When the calendar nears October and the leaves begin to change hue, you will find one Pickerington resident busily reading his pumpkins for sale.

 

Sam Patterson has been harvesting his seven acres of pumpkins and selling them from his home, located on Hill Road across from Pickerington Central High School, for 20 years.

He, along with his faithful wiener dog Oscar Mayer, are well known in the Pickerington community and come autumn people watch for when Patterson fills his front yard with hundreds of delightful orange pumpkins waiting to be made into jack o’ lanterns, decorations, and pies.

Patterson loves fall and his zest for life has made his pumpkins  a special tradition for many local families.

 

Patterson happily recalls a young girl who stopped by to purchase a pumpkin when she was two- or three-years-old.

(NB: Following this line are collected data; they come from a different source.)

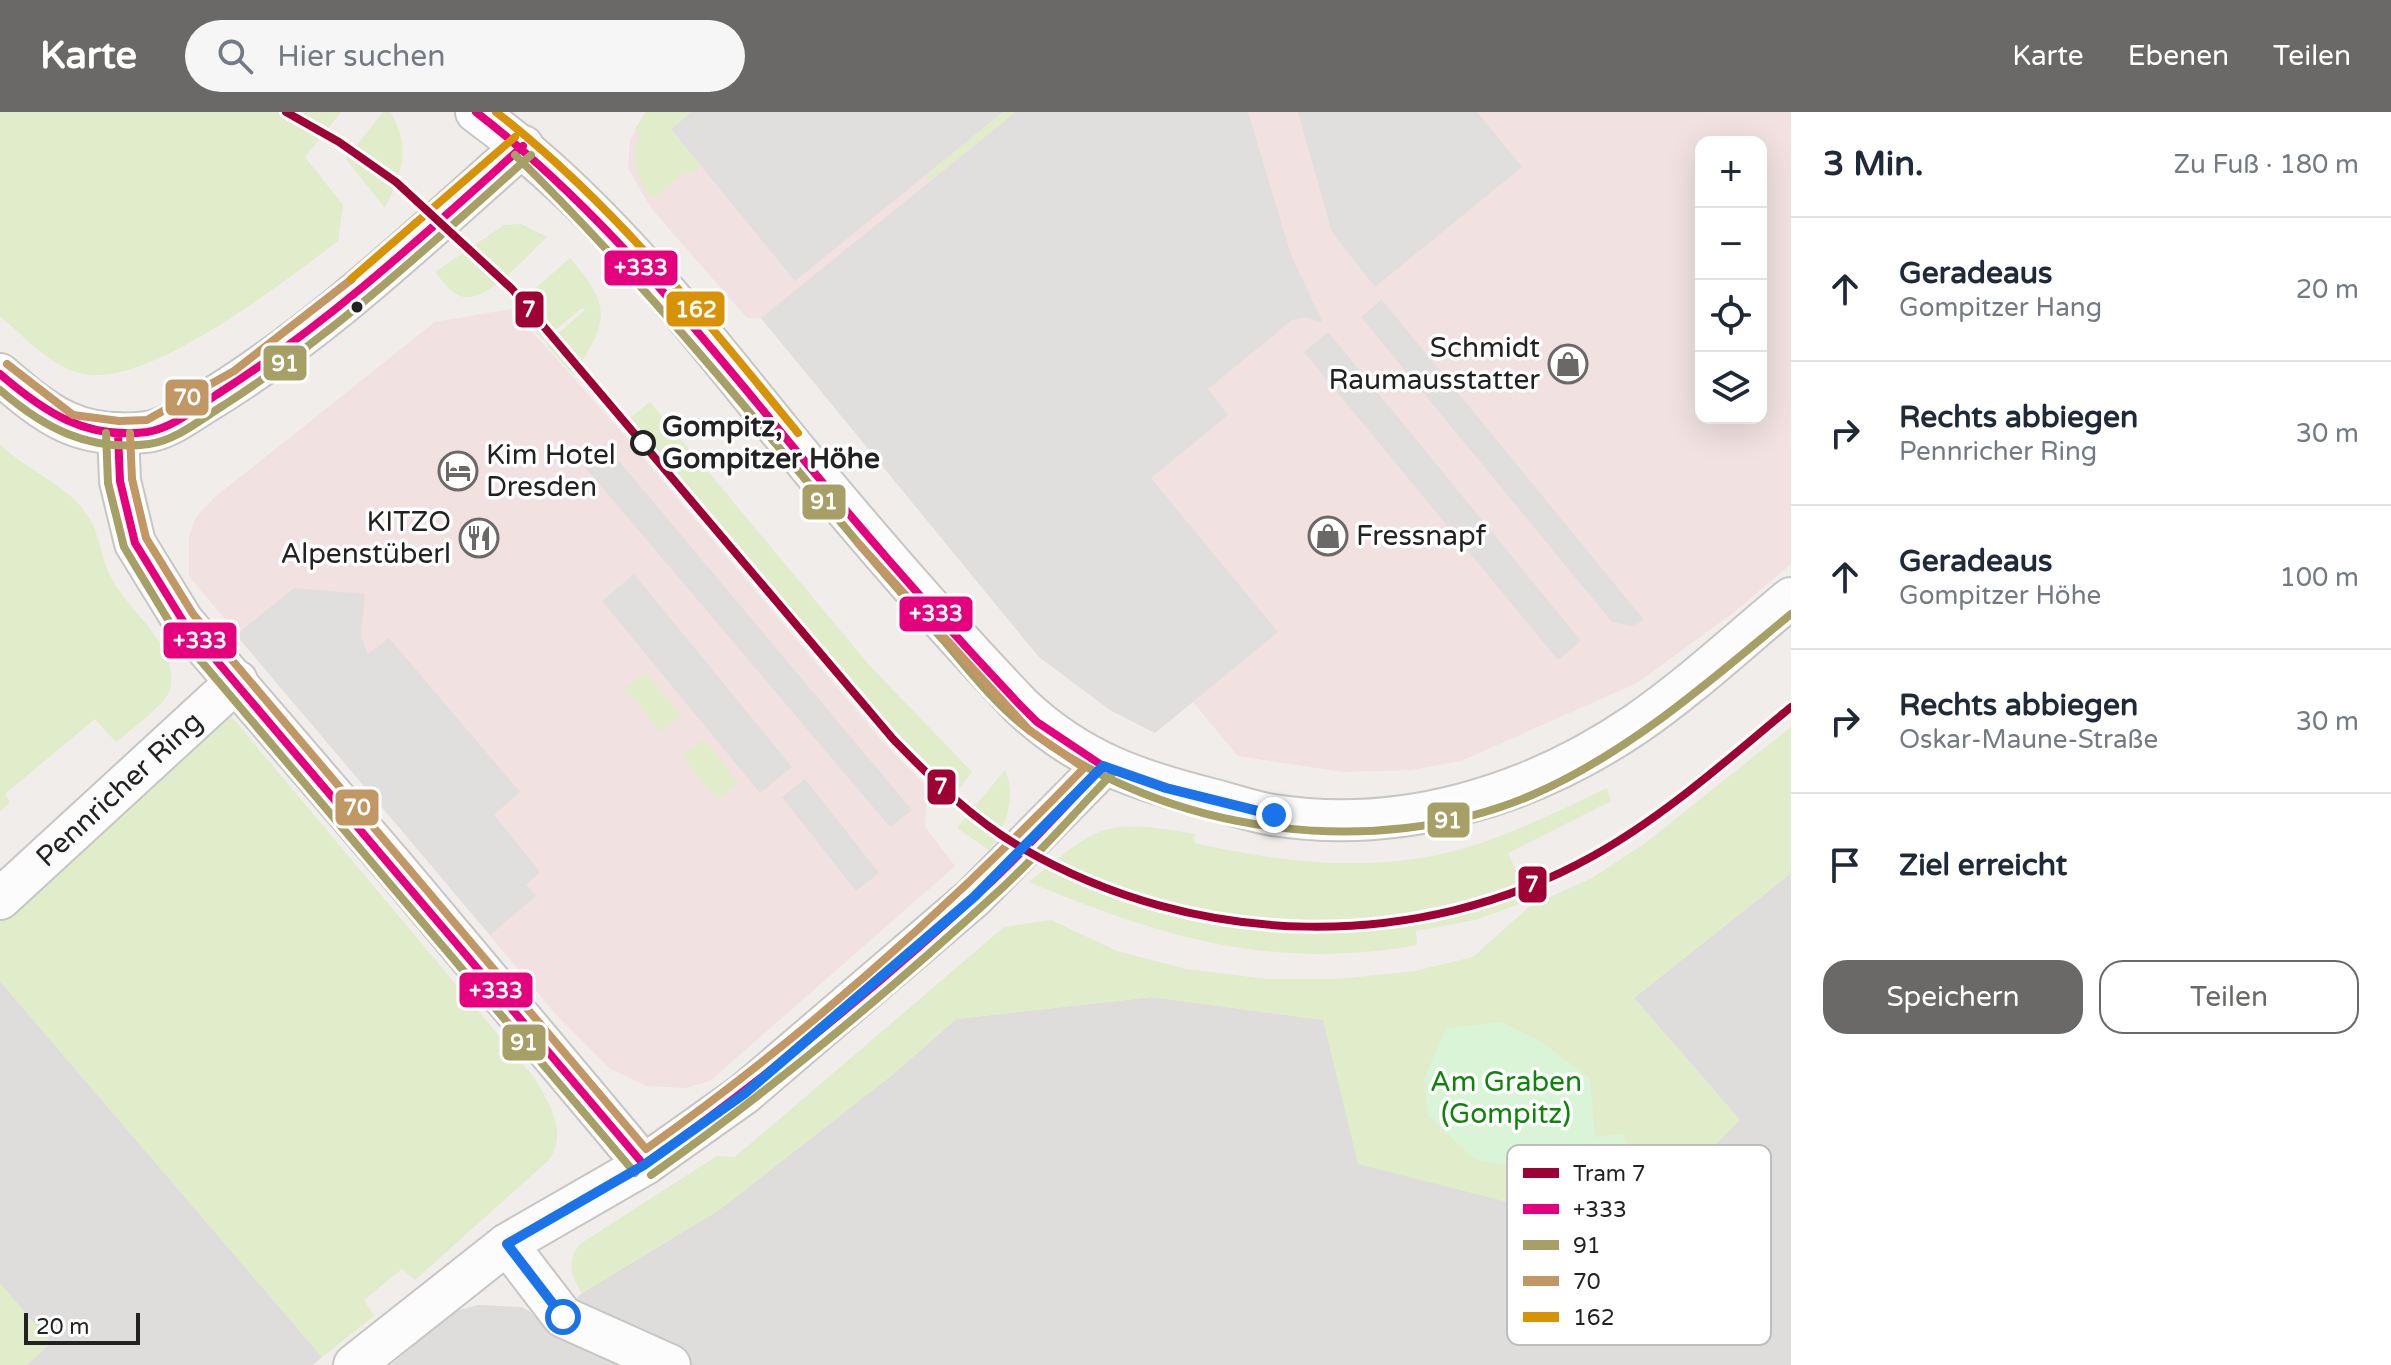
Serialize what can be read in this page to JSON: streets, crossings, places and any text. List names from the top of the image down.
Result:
{
  "streets": {
    "street": ["Pennricher Ring"]
  },
  "parks": ["Am Graben (Gompitz)"],
  "places": {
    "shop": ["Schmidt Raumausstatter", "Fressnapf"],
    "other": ["Gompitz, Gompitzer Höhe"],
    "hotel": ["Kim Hotel Dresden"],
    "restaurant": ["KITZO Alpenstüberl"]
  },
  "lines": [
    "tram line 7",
    "transit line +333",
    "transit line 162",
    "transit line 91",
    "transit line 70"
  ],
  "legend": [
    "Tram 7",
    "+333",
    "91",
    "70",
    "162"
  ],
  "scale_bar": "20 m",
  "page": {
    "header": "Karte",
    "search": "Hier suchen",
    "nav": ["Karte", "Ebenen", "Teilen"],
    "heading": ["3 Min.", "Zu Fuß · 180 m"],
    "map_buttons": ["+", "−"],
    "list": [
      ["Geradeaus", "Gompitzer Hang", "20 m"],
      ["Rechts abbiegen", "Pennricher Ring", "30 m"],
      ["Geradeaus", "Gompitzer Höhe", "100 m"],
      ["Rechts abbiegen", "Oskar-Maune-Straße", "30 m"],
      "Ziel erreicht"
    ],
    "buttons": ["Speichern", "Teilen"],
    "scale": "20 m"
  }
}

"She picked the biggest pumpkin I had," said Patterson. "She continued that tradition each fall until she graduated high school. Another lady stops by every year, not to buy pumpkins, but to see Oscar! People love that dog. He’s my shadow."

Patterson moved to Pickerington in 1961 and retired from the city of Pickerington as the city’s superintendent of streets and maintenance in 1995.

"Everyone knows me," said Patterson.

He speculated that 85 to 90 percent of his business is repeat customers. Patterson said he enjoys talking with people and takes great pride in providing a service to the community at a fair price.

 

"I just love seeing the joy in the faces of children as look at all the pumpkins, said Patterson. "That’s why I do this year after year."

When asked about the most popular pumpkin without hesitation Patterson pointed at a small pumpkin he called the "classroom pumpkin."

 

"Teachers and churches buy these by the dozens for their parties. I’ve planted enough to ensure that I won’t run out this year," said Patterson.

Patterson sells pumpkins of all sizes, shapes, and colors. This year he is saving his biggest pumpkins, which range from 200 to 400 pounds, for the Fairfield County Fair in October.

People love pumpkins, according to Patterson.

"There’s never any danger of having leftover pumpkins," said Patterson. "They are all gone by Halloween."